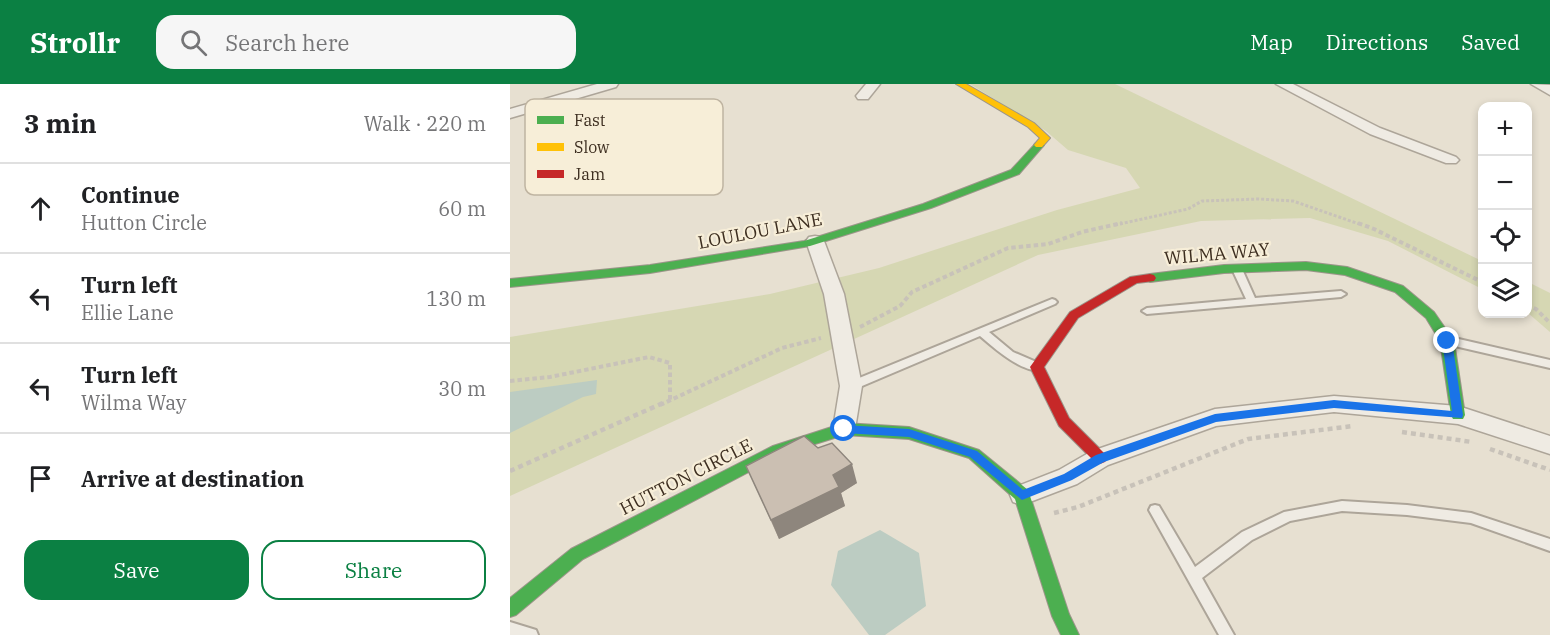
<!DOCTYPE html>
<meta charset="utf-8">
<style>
:root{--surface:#fff;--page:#f6f6f6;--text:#202124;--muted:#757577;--line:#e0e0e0;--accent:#0b8043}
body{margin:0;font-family:"IBM Plex Serif",serif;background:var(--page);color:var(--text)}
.controls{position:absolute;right:18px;top:18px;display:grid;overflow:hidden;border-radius:12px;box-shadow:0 3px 9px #0003}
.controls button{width:54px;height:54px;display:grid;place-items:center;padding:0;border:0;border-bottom:2px solid var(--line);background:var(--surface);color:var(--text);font:30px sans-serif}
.stop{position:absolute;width:18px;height:18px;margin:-14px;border:4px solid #1a73e8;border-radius:50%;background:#fff}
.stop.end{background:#1a73e8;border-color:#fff;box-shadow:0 2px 6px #0008}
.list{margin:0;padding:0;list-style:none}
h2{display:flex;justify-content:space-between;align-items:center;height:78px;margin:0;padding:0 24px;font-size:26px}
h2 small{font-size:20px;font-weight:400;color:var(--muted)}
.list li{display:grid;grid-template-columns:39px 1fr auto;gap:18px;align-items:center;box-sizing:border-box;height:90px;padding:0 24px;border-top:2px solid var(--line)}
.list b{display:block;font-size:22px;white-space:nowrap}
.list p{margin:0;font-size:20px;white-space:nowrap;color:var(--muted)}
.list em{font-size:20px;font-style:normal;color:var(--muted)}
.actions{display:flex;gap:12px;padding:18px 24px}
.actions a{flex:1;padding:14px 0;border:2px solid var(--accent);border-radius:18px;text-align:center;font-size:21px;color:var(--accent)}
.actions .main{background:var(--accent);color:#fff}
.icon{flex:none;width:33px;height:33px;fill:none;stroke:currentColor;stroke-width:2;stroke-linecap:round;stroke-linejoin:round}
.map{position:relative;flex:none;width:1040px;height:551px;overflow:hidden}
header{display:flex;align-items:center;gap:36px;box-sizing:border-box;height:84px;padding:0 30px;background:var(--accent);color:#fff}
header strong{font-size:28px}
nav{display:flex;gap:33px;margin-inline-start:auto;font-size:21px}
.search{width:420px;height:54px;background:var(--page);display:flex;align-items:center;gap:15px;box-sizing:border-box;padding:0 21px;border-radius:18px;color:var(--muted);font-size:22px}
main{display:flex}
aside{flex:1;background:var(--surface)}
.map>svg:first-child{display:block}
.green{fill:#d6d7b3}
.water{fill:#bcccc2}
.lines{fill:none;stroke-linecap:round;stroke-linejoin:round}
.lane-casing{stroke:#ada599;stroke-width:4}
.street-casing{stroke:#ada599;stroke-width:3}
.fast-casing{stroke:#9c958a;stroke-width:2}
.slow-casing{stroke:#9c958a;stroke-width:2}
.jam-casing{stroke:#9c958a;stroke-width:2}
.path-far2{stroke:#c8c2b9;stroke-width:3;stroke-dasharray:3 2;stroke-linecap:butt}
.path-far1{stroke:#c8c2b9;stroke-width:4;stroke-dasharray:4.5 3;stroke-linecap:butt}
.path{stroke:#c8c2b9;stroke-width:4.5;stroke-dasharray:5 4;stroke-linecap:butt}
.lane{fill:#efebe3;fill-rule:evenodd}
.street{fill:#efebe3;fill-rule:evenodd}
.fast{fill:#4caf50;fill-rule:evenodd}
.slow{fill:#ffc107;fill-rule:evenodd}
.jam{fill:#c62828;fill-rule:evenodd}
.wall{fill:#afa499}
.shaded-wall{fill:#8e867d}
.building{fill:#cbbfb2;stroke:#8e867d;stroke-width:1.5}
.route{fill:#1a73e8}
.labels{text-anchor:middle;stroke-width:4.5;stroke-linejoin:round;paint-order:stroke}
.street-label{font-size:18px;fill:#3d2e20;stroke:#f7eed8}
.key{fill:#f7eed8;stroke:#bfb4a1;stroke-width:1.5}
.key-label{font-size:16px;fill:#3d2e20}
</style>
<header>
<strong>Strollr</strong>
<div class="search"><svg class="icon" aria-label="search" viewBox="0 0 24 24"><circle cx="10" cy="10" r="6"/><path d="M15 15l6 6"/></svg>Search here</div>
<nav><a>Map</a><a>Directions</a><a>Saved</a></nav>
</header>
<main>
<aside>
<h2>3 min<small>Walk · 220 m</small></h2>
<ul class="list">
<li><svg class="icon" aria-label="ahead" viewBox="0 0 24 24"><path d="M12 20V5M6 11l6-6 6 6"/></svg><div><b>Continue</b><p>Hutton Circle</p></div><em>60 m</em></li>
<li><svg class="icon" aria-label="left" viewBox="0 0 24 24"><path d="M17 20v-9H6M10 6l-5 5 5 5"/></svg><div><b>Turn left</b><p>Ellie Lane</p></div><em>130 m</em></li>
<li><svg class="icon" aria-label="left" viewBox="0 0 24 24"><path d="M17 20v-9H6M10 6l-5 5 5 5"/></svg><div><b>Turn left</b><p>Wilma Way</p></div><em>30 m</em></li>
<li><svg class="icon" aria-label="arrive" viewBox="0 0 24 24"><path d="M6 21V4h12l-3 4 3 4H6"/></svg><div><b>Arrive at destination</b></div></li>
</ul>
<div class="actions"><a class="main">Save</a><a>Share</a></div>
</aside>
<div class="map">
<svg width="1040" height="551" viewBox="0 0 1040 551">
<rect width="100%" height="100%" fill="#e7e0d1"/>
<!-- green -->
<g class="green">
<path d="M460 0H605L972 177V205L878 157 800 134 691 137 528 171 0 412V253L260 210 369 184 547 126 630 104 616 84 558 66 536 47Z"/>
<path d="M1018 198 1040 209V248L1018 229Z"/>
</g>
<!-- water -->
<g class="water">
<path d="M87 296 86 310 73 313 0 349V308Z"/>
<path d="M370 446 409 469 416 522 375 551H359L321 501 328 467Z"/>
</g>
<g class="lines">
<!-- lane casing -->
<g class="lane-casing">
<g id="lane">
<path d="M727 182 732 185 745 214 831 207 836 210 831 213 637 230 632 227 637 224 736 215 722 185Z"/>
<path d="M542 215 545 216 547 218 545 220 479 248 503 268 531 280 532 283 531 286C512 289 484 264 470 252L345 305H337L336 302 337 299Z"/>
<path d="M940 253 1040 276V284L936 260 935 257 936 254Z"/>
<path d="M832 417 897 421 961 429 1040 455V467L961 439 897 431 832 427 780 437 742 456 692 494 724 551H709L639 426 641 422 645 421 649 422 685 483 732 448 774 428Z"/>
<path d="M0 538 26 546 28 551H0Z"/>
</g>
</g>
<!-- street casing -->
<g class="street-casing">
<g id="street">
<path d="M87 0H108L106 3 0 34V25Z"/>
<path d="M356 0H370L358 15H348L346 12Z"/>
<path d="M766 0H783L870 44 946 73 949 76 946 79H936L860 50Z"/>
<path d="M1021 0 1040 1V11Z"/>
<path d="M305 152 311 153 314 157 334 210 352 302 345 345 342 351 334 354 326 351 323 345 330 302 314 210 296 157 299 153Z"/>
<path d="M824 312 948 322 1040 352V370L948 340 824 328 706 342 598 381 567 400 512 421 503 418 500 411 503 404 549 386 582 367 705 325Z"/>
</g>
</g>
<!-- fast casing -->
<g class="fast-casing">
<g id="fast">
<path d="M529 58 534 61 509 90 421 124 300 162 140 189 0 203V195L140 181 294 157 413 120 501 86 526 59Z"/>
<path d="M796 178 837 183 893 202 924 228 944 257 955 331 953 335H943L941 331 930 257 916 234 885 208 835 191 796 186 714 189 640 198 634 194 640 190 714 181Z"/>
<path d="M334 339 399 343 469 366 518 406 559 530 569 551H551L542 532 505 415 459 374 399 355 334 351 273 370 73 475 6 531 0 533V514L61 465 263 362Z"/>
</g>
</g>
<!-- slow casing -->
<g class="slow-casing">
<path id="slow" d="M446 0H456L524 39 540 54 532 63H526L524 61 530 54 518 43Z"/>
</g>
<!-- jam casing -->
<g class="jam-casing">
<path id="jam" d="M640 190 644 191 646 194 644 197 627 199 568 234 534 283 559 334 595 370 598 374 595 378 590 380 585 378 549 342 520 283 560 228 620 193Z"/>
</g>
<!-- path-far2 -->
<path class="path-far2" d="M605 141 678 125 692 117 749 115 783 117 852 141"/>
<!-- path-far1 -->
<g class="path-far1">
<path d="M848 139 864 145 972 198"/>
<path d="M1017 221 1026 225 1040 239"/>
<path d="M350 243 390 222 402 208 498 164 538 160 572 148 612 139"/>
<path d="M0 297 40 293 139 273 160 279V316"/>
<path d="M150 321 272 264 311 254"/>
</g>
<!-- path -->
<g class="path">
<path d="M892 348 962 358"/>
<path d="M980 365 1040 386"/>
<path d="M0 387 153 319"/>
<path d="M544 429 568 423 738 355 843 342"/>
</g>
<!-- lane -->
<use href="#lane" class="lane"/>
<!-- street -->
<use href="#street" class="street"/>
<!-- fast -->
<use href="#fast" class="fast"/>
<!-- slow -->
<use href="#slow" class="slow"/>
<!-- jam -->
<use href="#jam" class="jam"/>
</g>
<!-- wall -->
<path class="wall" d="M308 364 347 399 331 409 335 422 269 455 236 382Z"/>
<!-- shaded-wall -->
<path class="shaded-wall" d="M342 380 347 399 331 409 335 422 269 455 261 436 323 391Z"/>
<!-- building -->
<path class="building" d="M294 352 308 364 322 359 342 380 323 391 329 403 261 436 236 382Z"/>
<!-- route -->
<path class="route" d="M937 253 942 257 953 331 952 334 824 324 706 338 594 378 562 396 512 416 460 373 399 353 334 349 329 345 334 341 399 345 467 367 513 406 554 390 586 371 705 330 824 316 942 327 932 257Z"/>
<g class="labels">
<!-- street labels -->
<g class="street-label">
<text transform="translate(250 147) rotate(-11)" y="6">LOULOU LANE</text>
<text transform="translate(707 170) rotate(-5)" y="6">WILMA WAY</text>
<text transform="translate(176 393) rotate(-27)" y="6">HUTTON CIRCLE</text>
</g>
</g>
<!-- legend -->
<rect x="15" y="15" width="198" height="96" rx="9" class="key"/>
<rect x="27" y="32" width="27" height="8" fill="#4caf50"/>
<rect x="27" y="59" width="27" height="8" fill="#ffc107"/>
<rect x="27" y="86" width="27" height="8" fill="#c62828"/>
<g class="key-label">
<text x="64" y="42">Fast</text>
<text x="64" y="69">Slow</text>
<text x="64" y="96">Jam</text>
</g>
</svg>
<div class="controls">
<button>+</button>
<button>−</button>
<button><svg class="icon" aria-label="locate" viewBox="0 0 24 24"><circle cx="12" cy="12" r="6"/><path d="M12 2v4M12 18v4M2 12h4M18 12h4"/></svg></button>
<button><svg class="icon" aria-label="layers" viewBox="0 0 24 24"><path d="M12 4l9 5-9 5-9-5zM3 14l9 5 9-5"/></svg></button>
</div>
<div class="stop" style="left:334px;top:345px"></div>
<div class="stop end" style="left:937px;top:257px"></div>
</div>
</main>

* * * * *

[Task description]
Return every line of the records in which the word "absolute" is found.

[Task result]
.controls{position:absolute;right:18px;top:18px;display:grid;overflow:hidden;border-radius:12px;box-shadow:0 3px 9px #0003}
.stop{position:absolute;width:18px;height:18px;margin:-14px;border:4px solid #1a73e8;border-radius:50%;background:#fff}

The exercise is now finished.